The risk comes after distillation. Whiskey aged in barrels that previously held beer, or spirits with flavoring added post-distillation, could reintroduce gluten. Fermented malt beverages like hard lemonade are not gluten-free, since malt comes from barley. Hard seltzers made from cane sugar are generally safe and can be certified gluten-free.
How Much Matters More Than What
The CDC defines moderate drinking as two drinks or fewer per day for men and one drink or fewer per day for women. One standard drink is 1.5 ounces of spirits, 5 ounces of wine, or 12 ounces of beer. Every potential benefit discussed above evaporates once you exceed moderate intake, and the health risks of alcohol, including liver damage, increased cancer risk, and cardiovascular problems, scale with quantity regardless of what you’re drinking.

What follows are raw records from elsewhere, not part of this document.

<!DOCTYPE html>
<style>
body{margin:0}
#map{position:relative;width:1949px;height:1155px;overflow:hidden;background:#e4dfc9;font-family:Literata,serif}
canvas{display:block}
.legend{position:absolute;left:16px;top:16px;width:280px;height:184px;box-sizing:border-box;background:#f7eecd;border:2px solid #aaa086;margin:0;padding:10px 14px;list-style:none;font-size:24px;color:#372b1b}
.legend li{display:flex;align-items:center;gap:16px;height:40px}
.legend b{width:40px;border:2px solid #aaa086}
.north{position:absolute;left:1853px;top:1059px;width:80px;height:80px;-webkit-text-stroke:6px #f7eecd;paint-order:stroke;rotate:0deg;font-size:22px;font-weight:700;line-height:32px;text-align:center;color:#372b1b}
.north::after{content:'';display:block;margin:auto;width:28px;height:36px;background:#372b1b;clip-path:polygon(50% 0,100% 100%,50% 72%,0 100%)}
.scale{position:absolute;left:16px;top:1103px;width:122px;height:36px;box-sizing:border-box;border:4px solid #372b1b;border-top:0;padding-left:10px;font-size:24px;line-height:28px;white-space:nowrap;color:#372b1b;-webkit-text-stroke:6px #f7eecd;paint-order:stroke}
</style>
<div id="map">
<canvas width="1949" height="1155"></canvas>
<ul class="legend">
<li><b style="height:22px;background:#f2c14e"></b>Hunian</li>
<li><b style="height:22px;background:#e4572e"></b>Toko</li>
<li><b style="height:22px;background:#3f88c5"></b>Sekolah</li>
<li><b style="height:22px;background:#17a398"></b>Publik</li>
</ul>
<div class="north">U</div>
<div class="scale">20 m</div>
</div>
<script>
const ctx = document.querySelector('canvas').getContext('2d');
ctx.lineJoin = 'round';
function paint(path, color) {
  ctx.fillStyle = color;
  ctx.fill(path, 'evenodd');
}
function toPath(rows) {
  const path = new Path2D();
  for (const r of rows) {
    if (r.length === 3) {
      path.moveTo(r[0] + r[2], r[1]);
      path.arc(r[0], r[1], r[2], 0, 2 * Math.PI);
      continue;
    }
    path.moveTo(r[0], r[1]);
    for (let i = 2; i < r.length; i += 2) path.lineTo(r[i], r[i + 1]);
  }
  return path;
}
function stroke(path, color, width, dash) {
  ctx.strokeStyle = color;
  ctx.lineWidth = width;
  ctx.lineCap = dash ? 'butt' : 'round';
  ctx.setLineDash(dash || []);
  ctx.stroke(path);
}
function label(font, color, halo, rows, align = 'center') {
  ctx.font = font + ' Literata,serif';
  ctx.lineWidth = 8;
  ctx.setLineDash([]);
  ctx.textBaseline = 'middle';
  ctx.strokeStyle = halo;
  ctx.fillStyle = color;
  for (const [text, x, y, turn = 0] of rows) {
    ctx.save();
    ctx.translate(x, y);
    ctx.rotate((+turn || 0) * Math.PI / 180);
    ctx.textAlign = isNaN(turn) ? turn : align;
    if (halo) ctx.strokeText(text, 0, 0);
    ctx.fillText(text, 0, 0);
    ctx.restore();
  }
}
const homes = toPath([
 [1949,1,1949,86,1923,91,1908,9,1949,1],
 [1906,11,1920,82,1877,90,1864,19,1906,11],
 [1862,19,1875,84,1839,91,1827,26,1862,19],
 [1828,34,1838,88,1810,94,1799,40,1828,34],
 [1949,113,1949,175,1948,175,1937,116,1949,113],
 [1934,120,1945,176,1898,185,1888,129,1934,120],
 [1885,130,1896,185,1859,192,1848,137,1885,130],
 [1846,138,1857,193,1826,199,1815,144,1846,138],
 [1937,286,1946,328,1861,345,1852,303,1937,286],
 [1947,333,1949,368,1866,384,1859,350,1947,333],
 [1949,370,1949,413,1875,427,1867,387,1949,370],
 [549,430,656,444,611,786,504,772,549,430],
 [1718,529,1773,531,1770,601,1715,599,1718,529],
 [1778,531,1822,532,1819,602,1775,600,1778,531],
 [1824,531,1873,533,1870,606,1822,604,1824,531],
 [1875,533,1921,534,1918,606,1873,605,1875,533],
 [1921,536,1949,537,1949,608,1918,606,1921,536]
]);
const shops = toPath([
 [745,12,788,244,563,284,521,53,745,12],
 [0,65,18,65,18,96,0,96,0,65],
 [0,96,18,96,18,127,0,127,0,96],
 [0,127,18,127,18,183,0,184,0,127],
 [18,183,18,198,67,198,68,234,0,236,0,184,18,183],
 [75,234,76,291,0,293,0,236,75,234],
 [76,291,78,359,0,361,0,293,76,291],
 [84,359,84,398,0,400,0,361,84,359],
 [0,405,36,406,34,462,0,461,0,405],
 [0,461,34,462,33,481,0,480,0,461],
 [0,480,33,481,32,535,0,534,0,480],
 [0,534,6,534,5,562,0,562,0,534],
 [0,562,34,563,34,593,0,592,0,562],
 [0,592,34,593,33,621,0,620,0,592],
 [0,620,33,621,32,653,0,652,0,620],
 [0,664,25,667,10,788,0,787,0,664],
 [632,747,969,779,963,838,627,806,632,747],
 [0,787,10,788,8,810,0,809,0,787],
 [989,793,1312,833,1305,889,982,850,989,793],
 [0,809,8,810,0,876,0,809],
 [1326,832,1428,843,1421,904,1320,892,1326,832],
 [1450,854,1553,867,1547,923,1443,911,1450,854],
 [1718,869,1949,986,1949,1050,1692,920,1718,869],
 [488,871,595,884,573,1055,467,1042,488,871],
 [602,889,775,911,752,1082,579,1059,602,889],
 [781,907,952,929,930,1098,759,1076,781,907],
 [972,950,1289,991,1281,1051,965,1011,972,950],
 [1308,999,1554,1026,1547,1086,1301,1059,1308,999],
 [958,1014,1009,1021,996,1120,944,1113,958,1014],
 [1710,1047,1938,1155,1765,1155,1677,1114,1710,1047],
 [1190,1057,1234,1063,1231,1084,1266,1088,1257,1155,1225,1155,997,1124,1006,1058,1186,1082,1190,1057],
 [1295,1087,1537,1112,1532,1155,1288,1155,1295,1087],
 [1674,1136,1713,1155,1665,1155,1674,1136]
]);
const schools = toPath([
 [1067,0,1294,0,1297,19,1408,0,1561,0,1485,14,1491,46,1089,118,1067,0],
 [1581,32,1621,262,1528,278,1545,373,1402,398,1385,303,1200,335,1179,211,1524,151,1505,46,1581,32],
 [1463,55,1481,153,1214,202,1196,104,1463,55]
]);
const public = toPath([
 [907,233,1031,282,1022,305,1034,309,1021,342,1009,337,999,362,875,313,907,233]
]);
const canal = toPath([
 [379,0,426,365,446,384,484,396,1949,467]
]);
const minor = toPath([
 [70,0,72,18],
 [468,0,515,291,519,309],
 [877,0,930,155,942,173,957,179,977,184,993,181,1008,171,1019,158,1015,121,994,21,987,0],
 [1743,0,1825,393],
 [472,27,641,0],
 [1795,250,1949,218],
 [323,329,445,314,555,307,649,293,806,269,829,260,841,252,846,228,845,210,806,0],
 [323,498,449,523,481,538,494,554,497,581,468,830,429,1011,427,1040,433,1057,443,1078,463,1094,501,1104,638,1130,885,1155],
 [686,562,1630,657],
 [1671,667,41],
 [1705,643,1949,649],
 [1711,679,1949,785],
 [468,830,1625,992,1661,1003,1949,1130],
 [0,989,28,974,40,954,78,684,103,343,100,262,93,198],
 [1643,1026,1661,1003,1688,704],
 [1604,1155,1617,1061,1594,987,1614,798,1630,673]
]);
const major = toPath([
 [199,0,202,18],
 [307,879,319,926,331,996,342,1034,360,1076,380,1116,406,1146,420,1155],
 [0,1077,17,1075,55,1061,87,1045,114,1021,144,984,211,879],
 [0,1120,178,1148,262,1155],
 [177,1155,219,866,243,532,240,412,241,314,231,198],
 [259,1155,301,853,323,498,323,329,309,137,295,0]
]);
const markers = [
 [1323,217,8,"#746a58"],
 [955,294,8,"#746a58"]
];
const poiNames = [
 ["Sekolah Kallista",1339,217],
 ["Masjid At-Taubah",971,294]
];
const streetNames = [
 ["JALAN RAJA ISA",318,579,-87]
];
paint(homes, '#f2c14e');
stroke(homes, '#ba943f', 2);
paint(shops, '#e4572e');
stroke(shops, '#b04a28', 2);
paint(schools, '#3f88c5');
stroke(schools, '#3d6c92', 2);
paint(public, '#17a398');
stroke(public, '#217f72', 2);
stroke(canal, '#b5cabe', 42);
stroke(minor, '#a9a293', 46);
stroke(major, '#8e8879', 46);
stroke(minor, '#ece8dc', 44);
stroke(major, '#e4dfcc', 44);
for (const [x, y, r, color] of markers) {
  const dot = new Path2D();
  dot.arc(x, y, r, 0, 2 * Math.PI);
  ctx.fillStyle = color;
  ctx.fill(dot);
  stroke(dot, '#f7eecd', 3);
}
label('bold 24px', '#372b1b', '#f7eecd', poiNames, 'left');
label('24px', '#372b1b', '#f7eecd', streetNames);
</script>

If you’re choosing purely on health metrics, a vodka or gin with club soda gives you the fewest calories, the least sugar, the lowest congener load, and no gluten concerns. If you enjoy wine, a glass of red delivers antioxidants you won’t find in spirits. If you prefer beer, a single light beer with food offers gut-supporting polyphenols and minerals at a reasonable calorie cost. The best alcohol for you is ultimately the one you can enjoy in small amounts without it becoming three or four servings.